Task input:

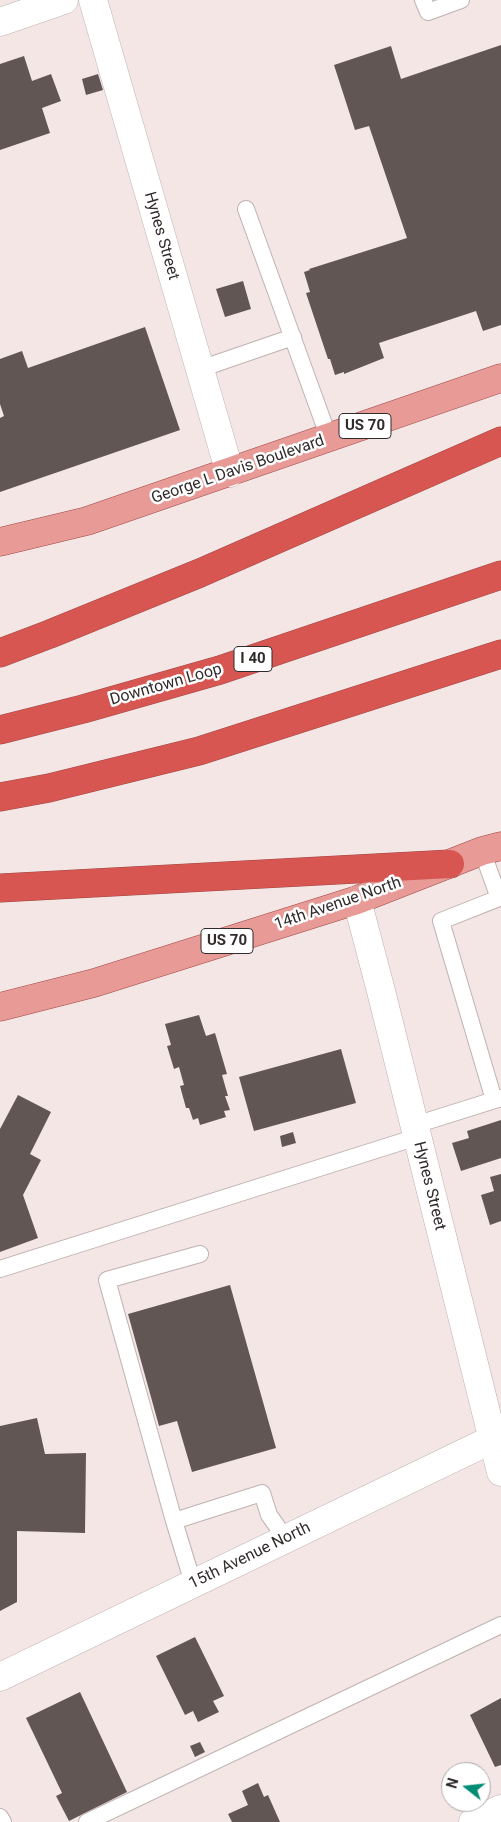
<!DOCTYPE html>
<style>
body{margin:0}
#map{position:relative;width:501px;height:1822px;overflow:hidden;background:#f4e6e4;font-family:Roboto,sans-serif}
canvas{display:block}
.north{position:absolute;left:441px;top:1762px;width:50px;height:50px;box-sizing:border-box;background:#fff;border:1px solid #adaaaa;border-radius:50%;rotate:286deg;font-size:14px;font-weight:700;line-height:20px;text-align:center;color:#312b2b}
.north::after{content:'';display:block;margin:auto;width:18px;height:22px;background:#018d75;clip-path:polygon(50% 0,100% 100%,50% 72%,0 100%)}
</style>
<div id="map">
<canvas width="501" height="1822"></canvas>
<div class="north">N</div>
</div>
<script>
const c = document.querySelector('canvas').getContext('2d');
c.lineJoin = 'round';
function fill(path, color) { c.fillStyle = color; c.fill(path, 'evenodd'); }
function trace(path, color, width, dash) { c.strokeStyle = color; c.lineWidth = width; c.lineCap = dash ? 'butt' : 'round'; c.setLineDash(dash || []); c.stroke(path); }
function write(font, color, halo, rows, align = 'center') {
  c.font = font + ' Roboto,sans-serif'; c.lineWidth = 5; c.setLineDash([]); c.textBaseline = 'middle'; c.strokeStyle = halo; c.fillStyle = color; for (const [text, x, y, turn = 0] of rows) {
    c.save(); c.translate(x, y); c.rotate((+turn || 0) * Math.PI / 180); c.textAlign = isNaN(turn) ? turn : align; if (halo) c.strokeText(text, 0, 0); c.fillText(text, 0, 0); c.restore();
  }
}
const building = new Path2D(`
 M501,45V325L483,331L476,311L379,343L384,358L344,374V372L335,375L330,359H328L306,293L310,292L304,272L310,270L309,269L407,238L369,126L355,130L334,65L391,46L401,79Z
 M24,56L32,81L51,74L61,101L42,108L50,133L0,150V64Z
 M98,74L103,90L86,95L82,79Z
 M243,281L251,309L225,317L216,289Z
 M145,327L180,430L0,492V418L4,416L0,404V359L22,351L28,368Z
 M199,1015L206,1036L215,1033L227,1074L222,1075L228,1096H225L230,1110L224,1111L226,1117L200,1125L198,1118L193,1120L189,1108H186L180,1086L184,1085L179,1067L174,1069L167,1046L171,1045L165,1024Z
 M341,1049L356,1103L254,1131L239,1077Z
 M18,1095L51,1112L30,1154L41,1160L23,1195L38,1238L0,1252V1129Z
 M501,1120V1158L461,1171L452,1143L469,1138L467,1131Z
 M293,1132L296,1143L282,1147L280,1136Z
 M501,1174V1221L490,1225L481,1195L494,1191L490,1177Z
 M230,1285L276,1448L192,1472L177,1421L159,1426L128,1314Z
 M37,1418L45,1454L86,1453L85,1533L17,1531V1602L0,1611V1426Z
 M195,1637L224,1696L213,1701L219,1712L198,1722L193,1711L185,1715L156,1656Z
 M80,1692L127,1792L69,1821L56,1796L62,1793L26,1718Z
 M501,1698V1765L495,1767L470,1715Z
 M200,1742L205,1752L195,1757L190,1746Z
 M258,1783L264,1797L268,1795L280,1822H232L228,1814L248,1805L242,1791Z`);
const lane = new Path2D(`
 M423,0L428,12L461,0
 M246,209L329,438
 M200,369L293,337
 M482,851L499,898L441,921L494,1100
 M415,1125L501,1098
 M0,1269L417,1137
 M174,1521L107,1280L200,1254
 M193,1583L174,1521L262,1493L269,1515L286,1539
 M0,1817L3,1822
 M87,1822L501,1625`);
const street = new Path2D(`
 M93,0L230,473
 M0,22L64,0
 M357,900L381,991L501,1472
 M0,1677L501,1435
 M473,1822L501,1809`);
const primary = new Path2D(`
 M0,542L87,521L501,378
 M0,1007L94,983L357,900L482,851L501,846`);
const highway = new Path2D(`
 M0,653L50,634L200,573L501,441
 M0,730L83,709L220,670L501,575
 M0,797L49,788L199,751L501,654
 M0,888L450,864`);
const shields = [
 [365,426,52],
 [253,659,38],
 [227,941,52]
];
const shieldNames = [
 ["US 70",365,426],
 ["I 40",253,659],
 ["US 70",227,941]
];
const streetNames = [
 ["Hynes Street",161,236,74],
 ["George L Davis Boulevard",238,470,-19],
 ["Downtown Loop",166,685,-16],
 ["14th Avenue North",338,904,-19],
 ["Hynes Street",429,1186,76],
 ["15th Avenue North",250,1556,-26]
];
fill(building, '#625655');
trace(lane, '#bfb2b0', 18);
trace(street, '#bfb2b0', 29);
trace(primary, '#9e4744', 29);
trace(highway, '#9e4744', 29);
trace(lane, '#fff', 16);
trace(street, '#fff', 28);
trace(primary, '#e89a97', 28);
trace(highway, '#d85652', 28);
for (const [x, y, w] of shields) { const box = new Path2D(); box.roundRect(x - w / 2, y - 12.5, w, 25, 4); c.fillStyle = '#fff'; c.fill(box); trace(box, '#312b2b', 1); }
write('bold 15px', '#312b2b', null, shieldNames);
write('16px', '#312b2b', '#fff', streetNames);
</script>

Exercise goal:
A word-for-word copy is needed, starting at the first line of the listing and ending with the line bearing "c.font = font". No pictures.

Solution for this task:
<!DOCTYPE html>
<style>
body{margin:0}
#map{position:relative;width:501px;height:1822px;overflow:hidden;background:#f4e6e4;font-family:Roboto,sans-serif}
canvas{display:block}
.north{position:absolute;left:441px;top:1762px;width:50px;height:50px;box-sizing:border-box;background:#fff;border:1px solid #adaaaa;border-radius:50%;rotate:286deg;font-size:14px;font-weight:700;line-height:20px;text-align:center;color:#312b2b}
.north::after{content:'';display:block;margin:auto;width:18px;height:22px;background:#018d75;clip-path:polygon(50% 0,100% 100%,50% 72%,0 100%)}
</style>
<div id="map">
<canvas width="501" height="1822"></canvas>
<div class="north">N</div>
</div>
<script>
const c = document.querySelector('canvas').getContext('2d');
c.lineJoin = 'round';
function fill(path, color) { c.fillStyle = color; c.fill(path, 'evenodd'); }
function trace(path, color, width, dash) { c.strokeStyle = color; c.lineWidth = width; c.lineCap = dash ? 'butt' : 'round'; c.setLineDash(dash || []); c.stroke(path); }
function write(font, color, halo, rows, align = 'center') {
  c.font = font + ' Roboto,sans-serif'; c.lineWidth = 5; c.setLineDash([]); c.textBaseline = 'middle'; c.strokeStyle = halo; c.fillStyle = color; for (const [text, x, y, turn = 0] of rows) {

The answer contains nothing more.